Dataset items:
·····

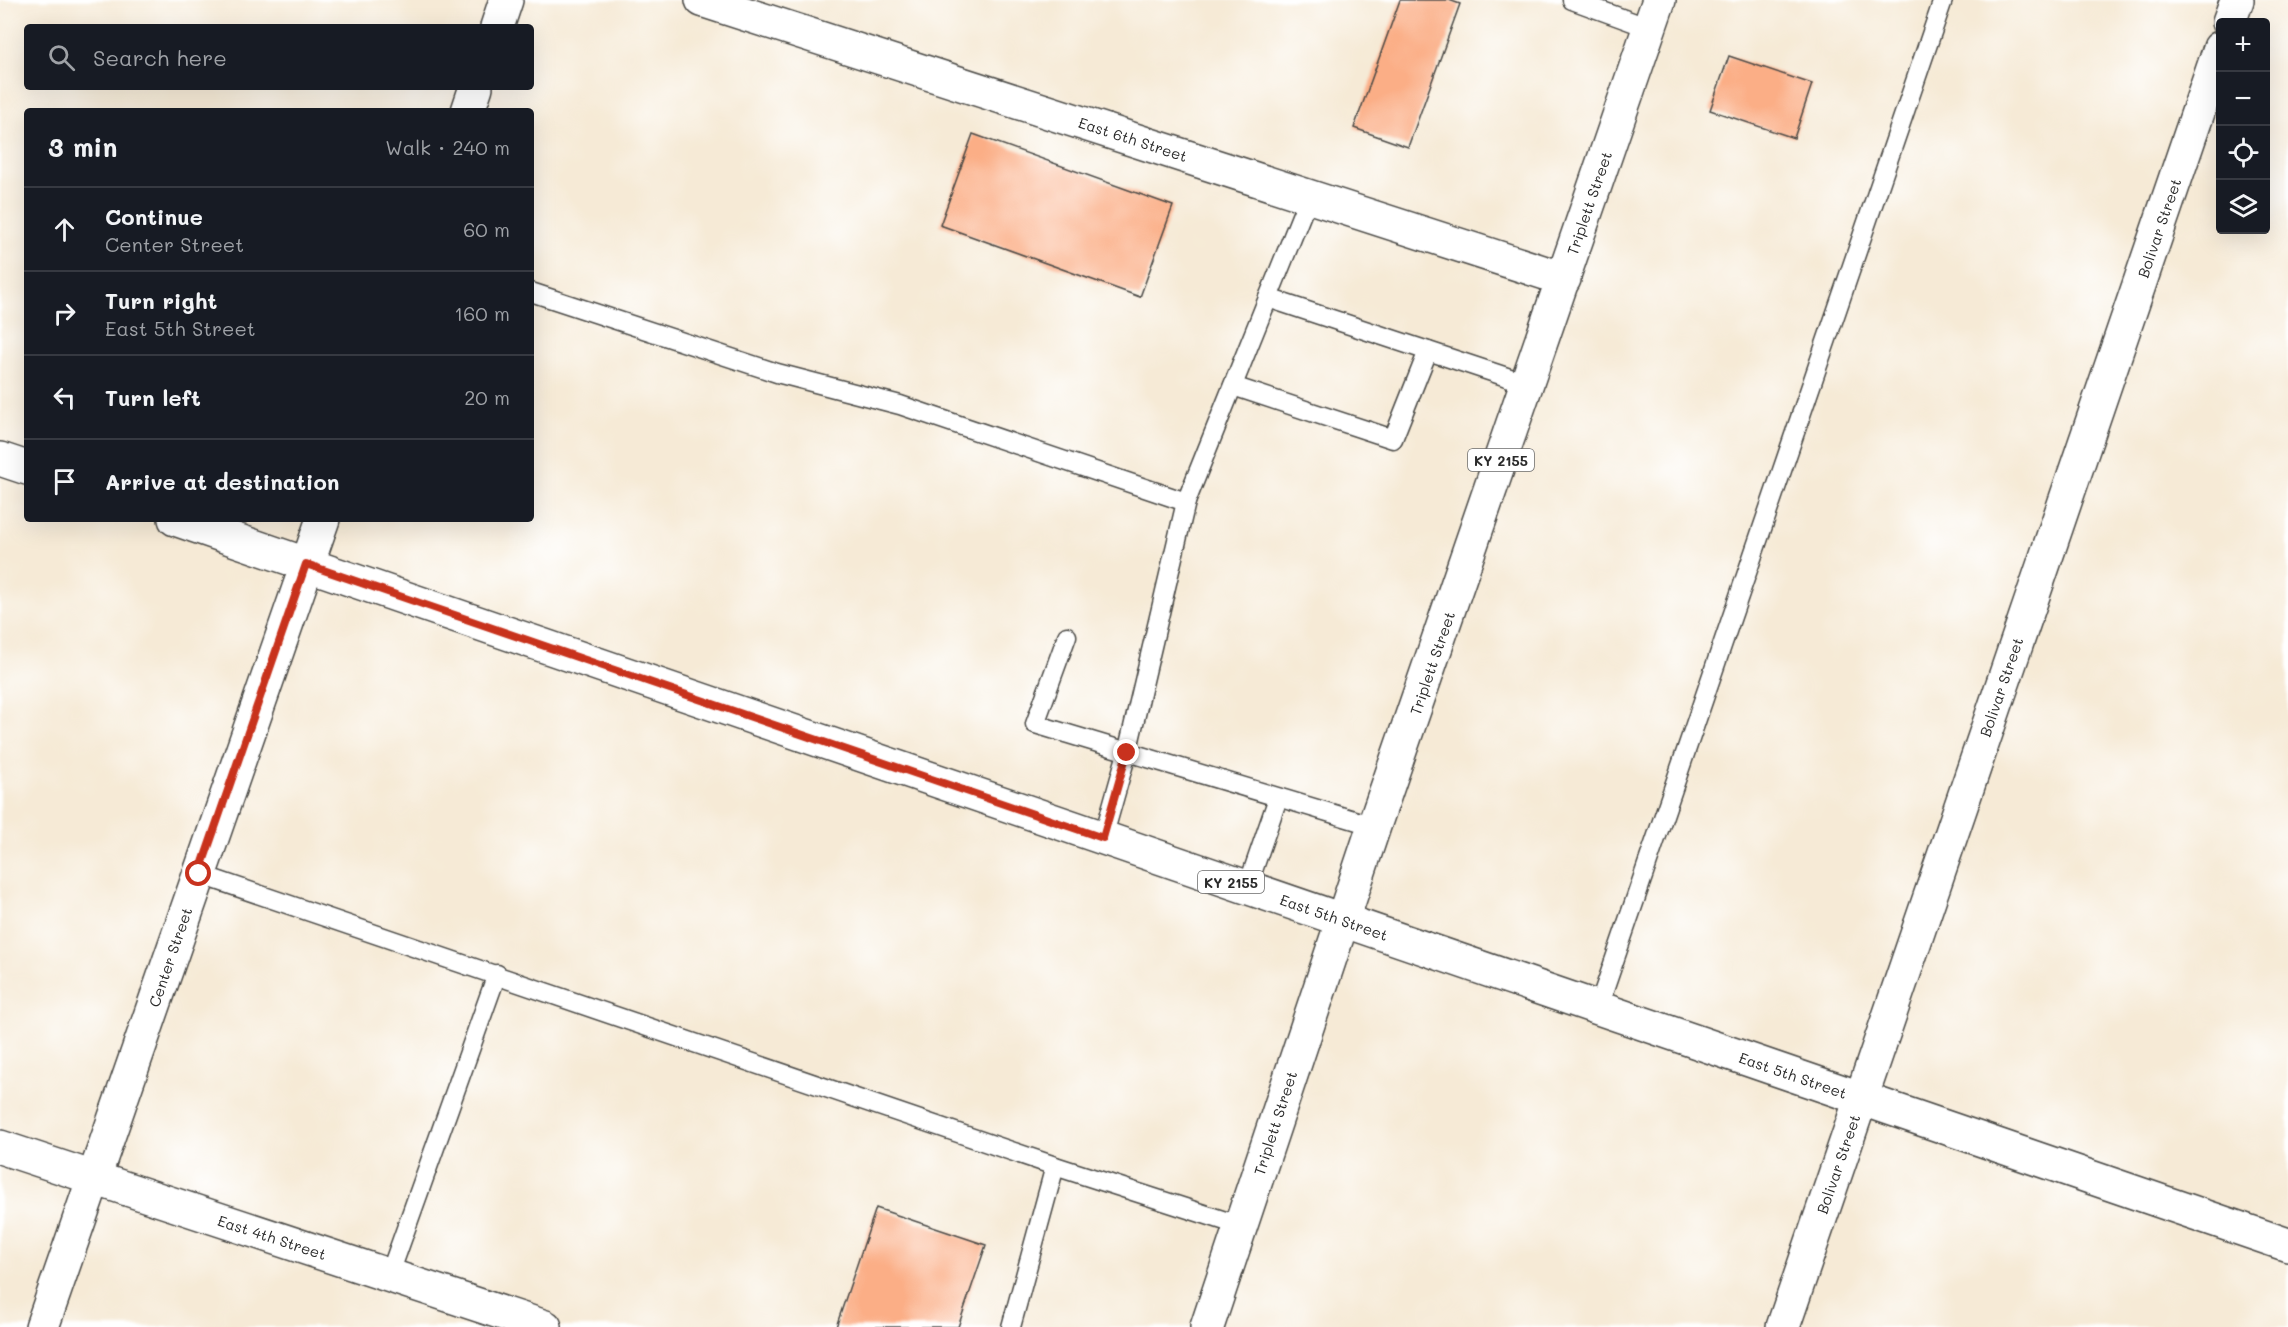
<!DOCTYPE html>
<html lang="en">
<head>
<meta charset="utf-8">
<style>
	body { margin:0; font-family:Mali,sans-serif; background:#20242c; color:#f1f3f6 }
	.controls { position:absolute; right:18px; top:18px; display:grid; overflow:hidden; border-radius:6px; box-shadow:0 6px 24px #0002 }
	.controls button { width:54px; height:54px; display:grid; place-items:center; padding:0; border:0; border-bottom:2px solid #363941; background:#171b24; color:#f1f3f6; font:30px sans-serif }
	.stop { position:absolute; width:18px; height:18px; margin:-14px; border:4px solid #c8321e; border-radius:50%; background:#fff }
	.stop.end { background:#c8321e; border-color:#fff; box-shadow:0 2px 6px #0008 }
	.list { margin:0; padding:0; list-style:none }
	h2 { display:flex; justify-content:space-between; align-items:center; height:78px; margin:0; padding:0 24px; font-size:26px }
	h2 small { font-size:20px; font-weight:400; color:#9ea1a6 }
	.list li { display:grid; grid-template-columns:39px 1fr auto; gap:18px; align-items:center; box-sizing:border-box; height:84px; padding:0 24px; border-top:2px solid #363941 }
	.list b { display:block; font-size:22px; white-space:nowrap }
	.list p { margin:0; font-size:20px; white-space:nowrap; color:#9ea1a6 }
	.list em { font-size:20px; font-style:normal; color:#9ea1a6 }
	.icon { flex:none; width:33px; height:33px; fill:none; stroke:currentColor; stroke-width:2; stroke-linecap:round; stroke-linejoin:round }
	.map { position:relative; flex:none; width:2288px; height:1327px; overflow:hidden }
	.search { position:absolute; background:#171b24; box-shadow:0 6px 24px #0002; left:24px; top:24px; width:510px; height:66px; display:flex; align-items:center; gap:15px; box-sizing:border-box; padding:0 21px; border-radius:6px; color:#9ea1a6; font-size:22px }
	.panel { position:absolute; background:#171b24; box-shadow:0 6px 24px #0002; left:24px; top:108px; width:510px; height:414px; border-radius:6px }
	.map>svg:first-child { display:block }
	.building { fill:#fbae86 }
	.lines { fill:none; stroke-linecap:round; stroke-linejoin:round }
	.lane-casing { stroke:#494845; stroke-width:21 }
	.street-casing { stroke:#494845; stroke-width:36 }
	.primary-casing { stroke:#494845; stroke-width:36 }
	.lane { stroke:#fff; stroke-width:18 }
	.street { stroke:#fff; stroke-width:33 }
	.primary { stroke:#fff; stroke-width:33 }
	.route { stroke:#c8321e; stroke-width:8 }
	.labels { text-anchor:middle; dominant-baseline:central; stroke-width:4.5; stroke-linejoin:round; paint-order:stroke }
	.shield { fill:#fff; stroke:#6b6b6b; stroke-width:1.5 }
	.shield-label { font-size:14px; font-weight:bold; fill:#2b2b2b }
	.street-label { font-size:15px; fill:#2b2b2b; stroke:#fff }
</style>
</head>
<body>
<div class="map">
<svg width="2288" height="1327" viewBox="0 0 2288 1327">
	<rect width="100%" height="100%" fill="#fff"/>
	<filter id="ink" filterUnits="userSpaceOnUse"><feTurbulence type="fractalNoise" baseFrequency=".0167" numOctaves="2"/><feDisplacementMap in="SourceGraphic" scale="12" xChannelSelector="R" yChannelSelector="G"/><feConvolveMatrix kernelMatrix="1 2 1 2 8 2 1 2 1" color-interpolation-filters="sRGB"/></filter>
	<filter id="wash" filterUnits="userSpaceOnUse"><feTurbulence type="fractalNoise" baseFrequency=".008" numOctaves="4" result="noise"/><feDisplacementMap in="SourceGraphic" scale="24" xChannelSelector="R" yChannelSelector="G"/><feGaussianBlur stdDeviation="1.35" result="paint"/><feColorMatrix in="noise" values="0 0 0 0 0 0 0 0 0 0 0 0 0 0 0 0 0 1.4 0 .05"/><feComposite in="paint" operator="in"/></filter>
	<g filter="url(#wash)">
		<rect width="100%" height="100%" fill="#f6ead6"/>
		<g id="blocks">
			<g class="building">
				<polygon points="1400,0 1449,0 1460,4 1408,147 1354,128"/>
				<polygon points="1729,56 1812,84 1794,138 1710,110"/>
				<polygon points="973,134 1173,206 1140,297 940,225"/>
				<polygon points="876,1208 986,1245 958,1327 836,1327"/>
			</g>
		</g>
	</g>
	<g filter="url(#ink)">
		<use href="#blocks" fill-opacity="0" stroke="#494845" stroke-width="1.5"/>
		<g class="lines">
			<g class="lane-casing">
				<g id="lane">
					<polyline points="1572,0 1649,28"/>
					<polyline points="531,292 777,373 900,405 1186,502"/>
					<polyline points="1268,298 1528,384"/>
					<polyline points="1233,386 1393,439 1428,351"/>
					<polyline points="1067,636 1035,724 1374,826"/>
					<polyline points="1103,838 1127,753 1186,502 1309,196"/>
					<polyline points="199,874 1055,1166 1241,1226"/>
					<polyline points="1247,888 1278,798"/>
					<polyline points="1598,1008 1943,0"/>
					<polyline points="389,1276 497,974"/>
					<polyline points="1011,1327 1055,1166"/>
				</g>
			</g>
			<g class="street-casing">
				<g id="street">
					<polyline points="702,0 1564,279"/>
					<polyline points="2229,22 2237,0"/>
					<polyline points="497,27 506,0"/>
					<polyline points="468,111 476,87"/>
					<polyline points="42,1327 323,519"/>
					<polyline points="1783,1327 2220,48"/>
				</g>
			</g>
			<g class="primary-casing">
				<g id="primary">
					<polyline points="0,459 27,468"/>
					<polyline points="175,519 2288,1245"/>
					<polyline points="0,1147 545,1327"/>
					<polyline points="1207,1327 1374,826 1659,0"/>
				</g>
			</g>
			<use href="#lane" class="lane"/>
			<use href="#street" class="street"/>
			<use href="#primary" class="primary"/>
		</g>
	</g>
	<g class="lines" filter="url(#ink)">
		<polyline class="route" points="199,874 306,564 1103,838 1127,753"/>
	</g>
	<g class="labels">
		<g class="shield">
			<rect x="1468" y="449" width="66" height="22" rx="4.5"/>
			<rect x="1198" y="871" width="66" height="22" rx="4.5"/>
		</g>
		<g class="shield-label">
			<text x="1501" y="460">KY 2155</text>
			<text x="1231" y="882">KY 2155</text>
		</g>
		<g class="street-label">
			<text transform="translate(1133 139) rotate(18)">East 6th Street</text>
			<text transform="translate(1589 203) rotate(-71)">Triplett Street</text>
			<text transform="translate(2159 228) rotate(-71)">Bolivar Street</text>
			<text transform="translate(1432 663) rotate(-71)">Triplett Street</text>
			<text transform="translate(2001 687) rotate(-71)">Bolivar Street</text>
			<text transform="translate(1334 917) rotate(19)">East 5th Street</text>
			<text transform="translate(170 957) rotate(-71)">Center Street</text>
			<text transform="translate(1793 1075) rotate(19)">East 5th Street</text>
			<text transform="translate(1275 1123) rotate(-72)">Triplett Street</text>
			<text transform="translate(1838 1164) rotate(-71)">Bolivar Street</text>
			<text transform="translate(272 1237) rotate(18)">East 4th Street</text>
		</g>
	</g>
</svg>
<div class="controls">
<button>+</button>
<button>−</button>
<button><svg class="icon" aria-label="locate" viewBox="0 0 24 24"><circle cx="12" cy="12" r="6"/><path d="M12 2v4M12 18v4M2 12h4M18 12h4"/></svg></button>
<button><svg class="icon" aria-label="layers" viewBox="0 0 24 24"><path d="M12 4l9 5-9 5-9-5zM3 14l9 5 9-5"/></svg></button>
</div>
<div class="stop" style="left:199px;top:874px"></div>
<div class="stop end" style="left:1127px;top:753px"></div>
<div class="search"><svg class="icon" aria-label="search" viewBox="0 0 24 24"><circle cx="10" cy="10" r="6"/><path d="M15 15l6 6"/></svg>Search here</div>
<section class="panel">
<h2>3 min<small>Walk · 240 m</small></h2>
<ul class="list">
<li><svg class="icon" aria-label="ahead" viewBox="0 0 24 24"><path d="M12 20V5M6 11l6-6 6 6"/></svg><div><b>Continue</b><p>Center Street</p></div><em>60 m</em></li>
<li><svg class="icon" aria-label="right" viewBox="0 0 24 24"><path d="M7 20v-9h11M14 6l5 5-5 5"/></svg><div><b>Turn right</b><p>East 5th Street</p></div><em>160 m</em></li>
<li><svg class="icon" aria-label="left" viewBox="0 0 24 24"><path d="M17 20v-9H6M10 6l-5 5 5 5"/></svg><div><b>Turn left</b></div><em>20 m</em></li>
<li><svg class="icon" aria-label="arrive" viewBox="0 0 24 24"><path d="M6 21V4h12l-3 4 3 4H6"/></svg><div><b>Arrive at destination</b></div></li>
</ul>
</section>
</div>
</body>
</html>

·····

Repeat verbatim the lines between the start of the data and the line containing "position:absolute; right:18px; top:18px;", both ends included, omitting all pictures.

ANSWER TO THE PROBLEM:
<!DOCTYPE html>
<html lang="en">
<head>
<meta charset="utf-8">
<style>
	body { margin:0; font-family:Mali,sans-serif; background:#20242c; color:#f1f3f6 }
	.controls { position:absolute; right:18px; top:18px; display:grid; overflow:hidden; border-radius:6px; box-shadow:0 6px 24px #0002 }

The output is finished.